From the Women’s Prize Archives.
We caught up with 2016 Baileys Women’s Prize longlisted author Sara Novic to find out about why she was inspired to write her longlisted book Girl at War about the Bosnian-Croat conflict, which writers particularly influence her work and why the US commuter rail can be a great place to write a novel.
Why did you want to set your novel against the backdrop of the Bosnian-Croat war?
I was living with family for a bit in Croatia after high school, and throughout that time I wrote down many stories about people’s experiences during the war. I had no particular plans for doing anything with the stories, but I felt they were important and should be recorded; had always been an avid journaller and so writing them down came naturally to me. Then when I returned to the States to start uni I was shocked to find that a lot of my peers hadn’t heard about the war, or didn’t even know where the ex-Yugo countries were on a map. Somewhat accidentally, I enrolled in a creative writing class and wrote a story, mostly out of anger, about a young boy who has a traumatic experience and then struggles to deal with it, and explain it to his American peers, in adulthood. My professor called me to his office and encouraged me to expand on the project. I had no real idea what I was doing in terms of the craft, but I knew I felt strongly about the story and about other people understanding the war, so I kept working on it. Though the initial character changed from a boy to a girl over time, the crux of that first story lies pretty much intact at the end of part one in the book now.

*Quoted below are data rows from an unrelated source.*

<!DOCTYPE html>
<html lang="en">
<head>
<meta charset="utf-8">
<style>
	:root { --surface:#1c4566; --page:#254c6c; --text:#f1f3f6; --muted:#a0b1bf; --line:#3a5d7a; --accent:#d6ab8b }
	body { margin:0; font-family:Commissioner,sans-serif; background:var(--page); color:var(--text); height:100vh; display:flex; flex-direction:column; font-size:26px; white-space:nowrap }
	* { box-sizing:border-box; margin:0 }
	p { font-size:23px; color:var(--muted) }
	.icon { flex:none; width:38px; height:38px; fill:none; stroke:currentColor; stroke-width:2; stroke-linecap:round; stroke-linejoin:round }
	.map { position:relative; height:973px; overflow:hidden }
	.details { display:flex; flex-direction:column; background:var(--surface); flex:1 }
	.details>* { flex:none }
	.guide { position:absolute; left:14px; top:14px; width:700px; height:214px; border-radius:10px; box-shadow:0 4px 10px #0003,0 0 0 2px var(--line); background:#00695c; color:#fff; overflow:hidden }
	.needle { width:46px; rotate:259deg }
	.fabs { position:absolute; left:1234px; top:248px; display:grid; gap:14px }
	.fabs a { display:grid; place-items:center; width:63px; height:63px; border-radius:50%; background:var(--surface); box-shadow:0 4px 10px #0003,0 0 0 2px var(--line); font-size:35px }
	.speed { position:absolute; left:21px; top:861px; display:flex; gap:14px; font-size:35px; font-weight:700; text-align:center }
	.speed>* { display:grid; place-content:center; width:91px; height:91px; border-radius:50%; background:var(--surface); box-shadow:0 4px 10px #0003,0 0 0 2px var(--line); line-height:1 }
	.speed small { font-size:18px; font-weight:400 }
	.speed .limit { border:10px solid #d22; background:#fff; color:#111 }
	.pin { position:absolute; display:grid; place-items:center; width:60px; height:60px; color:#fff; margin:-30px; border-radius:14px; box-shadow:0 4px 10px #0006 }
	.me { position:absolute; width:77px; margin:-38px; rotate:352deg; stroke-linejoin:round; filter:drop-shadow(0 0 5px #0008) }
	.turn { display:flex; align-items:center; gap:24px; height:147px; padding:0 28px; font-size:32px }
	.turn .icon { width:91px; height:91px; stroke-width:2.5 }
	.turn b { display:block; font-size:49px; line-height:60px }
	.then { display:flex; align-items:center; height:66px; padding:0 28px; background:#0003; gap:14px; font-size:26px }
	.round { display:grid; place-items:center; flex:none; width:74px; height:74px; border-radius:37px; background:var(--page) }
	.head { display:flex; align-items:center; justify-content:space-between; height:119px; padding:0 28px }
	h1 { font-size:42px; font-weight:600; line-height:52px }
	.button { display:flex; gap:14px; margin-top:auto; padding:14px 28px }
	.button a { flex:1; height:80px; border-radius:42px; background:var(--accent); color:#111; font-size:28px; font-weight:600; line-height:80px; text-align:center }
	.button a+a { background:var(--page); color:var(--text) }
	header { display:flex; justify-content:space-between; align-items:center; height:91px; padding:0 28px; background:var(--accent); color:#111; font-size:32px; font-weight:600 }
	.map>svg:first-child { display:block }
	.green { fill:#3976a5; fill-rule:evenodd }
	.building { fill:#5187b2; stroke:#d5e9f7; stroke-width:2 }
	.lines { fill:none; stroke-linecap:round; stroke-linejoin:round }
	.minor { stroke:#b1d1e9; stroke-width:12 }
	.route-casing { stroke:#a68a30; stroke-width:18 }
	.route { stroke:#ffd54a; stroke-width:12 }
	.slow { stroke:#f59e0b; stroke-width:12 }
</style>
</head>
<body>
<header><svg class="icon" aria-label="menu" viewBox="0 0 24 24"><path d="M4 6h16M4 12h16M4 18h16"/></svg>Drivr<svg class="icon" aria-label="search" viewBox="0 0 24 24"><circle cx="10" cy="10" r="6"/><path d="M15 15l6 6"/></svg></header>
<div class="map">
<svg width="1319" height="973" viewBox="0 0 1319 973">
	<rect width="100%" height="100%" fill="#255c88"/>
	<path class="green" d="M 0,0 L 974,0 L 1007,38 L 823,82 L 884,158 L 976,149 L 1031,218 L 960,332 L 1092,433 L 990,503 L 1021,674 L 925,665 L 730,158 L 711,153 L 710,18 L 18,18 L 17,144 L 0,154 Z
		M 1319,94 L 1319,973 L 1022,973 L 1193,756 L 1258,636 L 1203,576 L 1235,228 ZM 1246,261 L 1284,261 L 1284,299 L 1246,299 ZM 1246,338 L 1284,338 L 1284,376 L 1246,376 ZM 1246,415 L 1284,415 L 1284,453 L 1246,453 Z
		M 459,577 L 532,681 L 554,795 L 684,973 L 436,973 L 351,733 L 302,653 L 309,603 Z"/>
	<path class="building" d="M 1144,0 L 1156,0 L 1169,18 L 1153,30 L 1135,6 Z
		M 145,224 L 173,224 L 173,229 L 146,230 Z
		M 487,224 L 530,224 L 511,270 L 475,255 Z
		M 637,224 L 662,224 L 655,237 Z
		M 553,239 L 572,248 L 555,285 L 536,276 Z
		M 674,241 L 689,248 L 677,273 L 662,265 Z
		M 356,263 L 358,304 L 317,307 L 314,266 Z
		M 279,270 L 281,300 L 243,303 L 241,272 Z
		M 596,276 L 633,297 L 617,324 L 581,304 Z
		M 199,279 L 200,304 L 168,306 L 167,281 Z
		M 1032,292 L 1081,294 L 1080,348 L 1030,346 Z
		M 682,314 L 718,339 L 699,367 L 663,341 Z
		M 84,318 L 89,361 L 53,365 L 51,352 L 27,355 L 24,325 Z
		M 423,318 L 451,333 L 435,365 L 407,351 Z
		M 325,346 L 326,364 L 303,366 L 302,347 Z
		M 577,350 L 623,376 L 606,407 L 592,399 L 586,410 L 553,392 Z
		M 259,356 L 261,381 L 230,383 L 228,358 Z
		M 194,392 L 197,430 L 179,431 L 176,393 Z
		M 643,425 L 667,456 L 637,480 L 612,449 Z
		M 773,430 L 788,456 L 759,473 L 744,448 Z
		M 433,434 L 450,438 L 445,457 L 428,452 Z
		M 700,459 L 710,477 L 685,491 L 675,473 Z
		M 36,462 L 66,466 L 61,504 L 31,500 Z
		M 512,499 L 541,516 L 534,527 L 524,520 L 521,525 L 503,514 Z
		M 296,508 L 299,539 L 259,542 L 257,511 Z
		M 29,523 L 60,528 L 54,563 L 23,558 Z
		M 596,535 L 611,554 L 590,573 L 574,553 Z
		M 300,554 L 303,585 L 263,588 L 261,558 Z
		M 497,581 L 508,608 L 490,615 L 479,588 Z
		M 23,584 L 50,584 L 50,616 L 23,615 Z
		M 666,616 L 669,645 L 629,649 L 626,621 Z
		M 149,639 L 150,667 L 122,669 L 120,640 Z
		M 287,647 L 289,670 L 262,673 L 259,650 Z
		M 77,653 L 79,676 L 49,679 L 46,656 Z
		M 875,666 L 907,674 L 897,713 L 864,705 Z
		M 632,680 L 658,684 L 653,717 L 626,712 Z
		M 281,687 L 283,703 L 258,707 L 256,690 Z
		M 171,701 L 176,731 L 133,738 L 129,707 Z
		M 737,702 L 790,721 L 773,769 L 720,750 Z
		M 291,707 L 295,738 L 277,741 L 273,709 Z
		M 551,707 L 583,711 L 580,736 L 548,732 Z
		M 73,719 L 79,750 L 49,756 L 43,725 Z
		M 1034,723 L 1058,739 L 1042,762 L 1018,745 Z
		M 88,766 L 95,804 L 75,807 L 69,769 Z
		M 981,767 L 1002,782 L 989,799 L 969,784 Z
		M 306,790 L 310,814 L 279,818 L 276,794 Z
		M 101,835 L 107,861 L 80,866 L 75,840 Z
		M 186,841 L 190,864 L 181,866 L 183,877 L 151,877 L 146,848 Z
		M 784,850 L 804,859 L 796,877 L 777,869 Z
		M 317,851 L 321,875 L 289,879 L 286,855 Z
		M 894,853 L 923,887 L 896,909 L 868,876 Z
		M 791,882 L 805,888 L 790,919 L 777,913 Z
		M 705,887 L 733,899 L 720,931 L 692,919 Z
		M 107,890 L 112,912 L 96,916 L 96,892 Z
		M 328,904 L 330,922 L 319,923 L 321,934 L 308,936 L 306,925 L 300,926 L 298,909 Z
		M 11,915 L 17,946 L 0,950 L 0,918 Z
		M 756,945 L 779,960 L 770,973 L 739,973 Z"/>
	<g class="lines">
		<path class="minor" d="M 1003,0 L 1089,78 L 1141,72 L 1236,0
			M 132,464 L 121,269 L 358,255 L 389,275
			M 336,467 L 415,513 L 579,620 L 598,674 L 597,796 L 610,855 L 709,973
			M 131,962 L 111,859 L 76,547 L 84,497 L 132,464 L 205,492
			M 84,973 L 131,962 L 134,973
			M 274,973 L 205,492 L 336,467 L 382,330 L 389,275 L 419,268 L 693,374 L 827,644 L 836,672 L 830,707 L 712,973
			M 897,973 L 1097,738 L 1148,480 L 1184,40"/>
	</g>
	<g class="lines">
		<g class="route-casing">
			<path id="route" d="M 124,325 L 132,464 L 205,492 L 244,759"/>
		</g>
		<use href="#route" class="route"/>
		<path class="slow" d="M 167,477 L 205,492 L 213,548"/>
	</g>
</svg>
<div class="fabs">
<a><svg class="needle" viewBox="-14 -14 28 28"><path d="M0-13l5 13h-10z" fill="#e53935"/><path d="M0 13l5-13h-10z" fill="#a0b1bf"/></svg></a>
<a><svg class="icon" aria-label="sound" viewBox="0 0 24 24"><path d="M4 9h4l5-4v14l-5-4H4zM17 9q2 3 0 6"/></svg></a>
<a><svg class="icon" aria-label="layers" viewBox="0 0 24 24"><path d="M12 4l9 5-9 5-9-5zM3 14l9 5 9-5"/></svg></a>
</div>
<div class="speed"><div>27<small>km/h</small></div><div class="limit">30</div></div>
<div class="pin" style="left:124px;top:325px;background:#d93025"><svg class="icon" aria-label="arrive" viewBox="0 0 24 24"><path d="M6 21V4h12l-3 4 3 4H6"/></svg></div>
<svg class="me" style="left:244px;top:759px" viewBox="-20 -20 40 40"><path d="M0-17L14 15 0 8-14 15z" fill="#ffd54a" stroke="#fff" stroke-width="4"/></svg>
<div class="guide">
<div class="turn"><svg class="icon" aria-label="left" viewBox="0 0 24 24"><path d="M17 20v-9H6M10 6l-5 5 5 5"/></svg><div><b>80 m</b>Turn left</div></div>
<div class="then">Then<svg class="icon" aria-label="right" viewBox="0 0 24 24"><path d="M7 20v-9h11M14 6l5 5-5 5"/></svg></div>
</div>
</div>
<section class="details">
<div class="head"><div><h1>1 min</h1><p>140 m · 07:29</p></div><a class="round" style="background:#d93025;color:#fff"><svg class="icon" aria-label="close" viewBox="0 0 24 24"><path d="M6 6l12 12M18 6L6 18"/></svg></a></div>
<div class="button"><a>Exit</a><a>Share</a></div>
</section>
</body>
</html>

Did you do any particular research to enable you to write so convincingly about both the horrors and the mundanity of war?
I was pretty relentless in my questioning of friends and family throughout the writing of this book, and was lucky that they were very encouraging of the project and read the manuscript at various stages. I also read every book on the subject I could get my hands on, and looked at lots of news reports and maps of troop movements. I even did some almost silly research–like what was the weather on a given date–I don’t know why, but that felt important to me, and would change the way the characters experienced an event. That war can be very boring–repetitive, a lot of sitting or standing in line waiting, rationing everything–is not part of the narrative we get from the news; they cut out all the boring bits. But the fact that life in this war was still life–modern, TV-watching life just like the rest of Europe–was something I wanted to highlight in the book, mainly because the people who had survived the war firsthand were my most important sources, and I found that to be a connecting thread in a lot of their stories.
Why did you choose to narrate the story through the eyes of a ten-year-old girl?
As I said, originally the character I had in mind was a boy, though of the same age. I can’t pinpoint the conscious reason why the narrator morphed into a girl, but I’m glad it happened, because women and girls are not often thought about in the context of wars, but they are equally (if not more) affected by them, particularly in this war, in which rape warfare was a big factor. The child’s point-of-view also afforded the reader the ability to learn about the war alongside the narrator, which was helpful in a war as complex as this. Additionally, Ana initially has a simplified understanding of what happened in the war, and that gets complicated when she returns as an adult, which I think is also an important component of understanding this or any war.
Were you inspired by any other authors whilst writing Girl at War?
The two writers that appear overtly in the novel–Sebald and Rebecca West–were obviously huge influences on me as a writer/ human whilst working on this project. The way Sebald discusses memory and trauma was a big part of why I wanted Girl at War to move back and forth in time rather than read chronologically. Fragmentation is such a large part of so many victims’ experiences, and I knew I wanted that to be reflected somehow in the novel. I learned a lot from Holocaust survivors’ works–Primo Levi and Tadeusz Borowski in particular–about how to write unflinchingly about the horrors of war. The Bosnian poet Izet Sarajlić, also taught me a lot about the function of humor in a war narrative. The game-playing that Ana and her friends participate in midst the war was something that came up in so many friends’ stories, and I found the humor in Sarajlić’s work so effective that I knew I needed to include those moments of levity as part of the authentic experience of childhood in a war zone.
As far as writerly inspirations disconnected from this specific project, I’ve always been a huge Zadie Smith fangirl; her work is witty and engrossing and completely brilliant, and those are things to which I think any writer aspires.
Do you have a particular place where you like to write?
I usually write by hand, and somewhere in public, like a library or cafe, because being out of my flat stops me from procrastinating! I wrote a lot of Girl at War on the commuter rail when I was working in Philadelphia and taking writing classes at Columbia in New York City. That train was a great place to write because there was no internet, nothing interesting to look at and nowhere to go, so I just had to sit in the seat and work.